— Exercise —
Type out the data below in its entirety, exactly as given.

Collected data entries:
-- Opening Marker --

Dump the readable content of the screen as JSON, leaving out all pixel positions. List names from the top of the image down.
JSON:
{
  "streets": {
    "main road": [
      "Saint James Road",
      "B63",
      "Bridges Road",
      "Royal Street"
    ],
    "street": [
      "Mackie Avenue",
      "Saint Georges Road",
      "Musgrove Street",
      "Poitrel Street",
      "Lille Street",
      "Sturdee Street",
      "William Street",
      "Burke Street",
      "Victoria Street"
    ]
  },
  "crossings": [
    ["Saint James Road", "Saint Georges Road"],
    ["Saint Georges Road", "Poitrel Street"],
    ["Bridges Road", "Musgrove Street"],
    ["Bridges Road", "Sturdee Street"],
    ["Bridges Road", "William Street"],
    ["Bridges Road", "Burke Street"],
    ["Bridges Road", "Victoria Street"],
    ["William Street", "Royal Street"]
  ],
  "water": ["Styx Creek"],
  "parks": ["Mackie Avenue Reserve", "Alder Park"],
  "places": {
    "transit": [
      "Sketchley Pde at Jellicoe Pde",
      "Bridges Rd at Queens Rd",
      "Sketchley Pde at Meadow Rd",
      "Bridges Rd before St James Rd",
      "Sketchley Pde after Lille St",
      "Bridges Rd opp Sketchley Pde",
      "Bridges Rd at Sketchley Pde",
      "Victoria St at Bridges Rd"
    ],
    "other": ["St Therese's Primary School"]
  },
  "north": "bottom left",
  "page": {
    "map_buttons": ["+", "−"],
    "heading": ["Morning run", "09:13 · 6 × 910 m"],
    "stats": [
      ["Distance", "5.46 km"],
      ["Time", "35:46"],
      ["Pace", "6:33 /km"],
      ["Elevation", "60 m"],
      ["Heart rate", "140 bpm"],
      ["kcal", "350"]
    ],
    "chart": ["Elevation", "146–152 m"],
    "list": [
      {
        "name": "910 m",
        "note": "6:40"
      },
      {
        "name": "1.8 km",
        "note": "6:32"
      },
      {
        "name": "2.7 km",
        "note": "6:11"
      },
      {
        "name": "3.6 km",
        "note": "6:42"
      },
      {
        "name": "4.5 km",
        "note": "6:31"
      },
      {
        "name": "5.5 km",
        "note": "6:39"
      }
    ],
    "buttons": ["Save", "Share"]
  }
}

-- Closing Marker --

— Result of the task —
Dump the readable content of the screen as JSON, leaving out all pixel positions. List names from the top of the image down.
JSON:
{
  "streets": {
    "main road": [
      "Saint James Road",
      "B63",
      "Bridges Road",
      "Royal Street"
    ],
    "street": [
      "Mackie Avenue",
      "Saint Georges Road",
      "Musgrove Street",
      "Poitrel Street",
      "Lille Street",
      "Sturdee Street",
      "William Street",
      "Burke Street",
      "Victoria Street"
    ]
  },
  "crossings": [
    ["Saint James Road", "Saint Georges Road"],
    ["Saint Georges Road", "Poitrel Street"],
    ["Bridges Road", "Musgrove Street"],
    ["Bridges Road", "Sturdee Street"],
    ["Bridges Road", "William Street"],
    ["Bridges Road", "Burke Street"],
    ["Bridges Road", "Victoria Street"],
    ["William Street", "Royal Street"]
  ],
  "water": ["Styx Creek"],
  "parks": ["Mackie Avenue Reserve", "Alder Park"],
  "places": {
    "transit": [
      "Sketchley Pde at Jellicoe Pde",
      "Bridges Rd at Queens Rd",
      "Sketchley Pde at Meadow Rd",
      "Bridges Rd before St James Rd",
      "Sketchley Pde after Lille St",
      "Bridges Rd opp Sketchley Pde",
      "Bridges Rd at Sketchley Pde",
      "Victoria St at Bridges Rd"
    ],
    "other": ["St Therese's Primary School"]
  },
  "north": "bottom left",
  "page": {
    "map_buttons": ["+", "−"],
    "heading": ["Morning run", "09:13 · 6 × 910 m"],
    "stats": [
      ["Distance", "5.46 km"],
      ["Time", "35:46"],
      ["Pace", "6:33 /km"],
      ["Elevation", "60 m"],
      ["Heart rate", "140 bpm"],
      ["kcal", "350"]
    ],
    "chart": ["Elevation", "146–152 m"],
    "list": [
      {
        "name": "910 m",
        "note": "6:40"
      },
      {
        "name": "1.8 km",
        "note": "6:32"
      },
      {
        "name": "2.7 km",
        "note": "6:11"
      },
      {
        "name": "3.6 km",
        "note": "6:42"
      },
      {
        "name": "4.5 km",
        "note": "6:31"
      },
      {
        "name": "5.5 km",
        "note": "6:39"
      }
    ],
    "buttons": ["Save", "Share"]
  }
}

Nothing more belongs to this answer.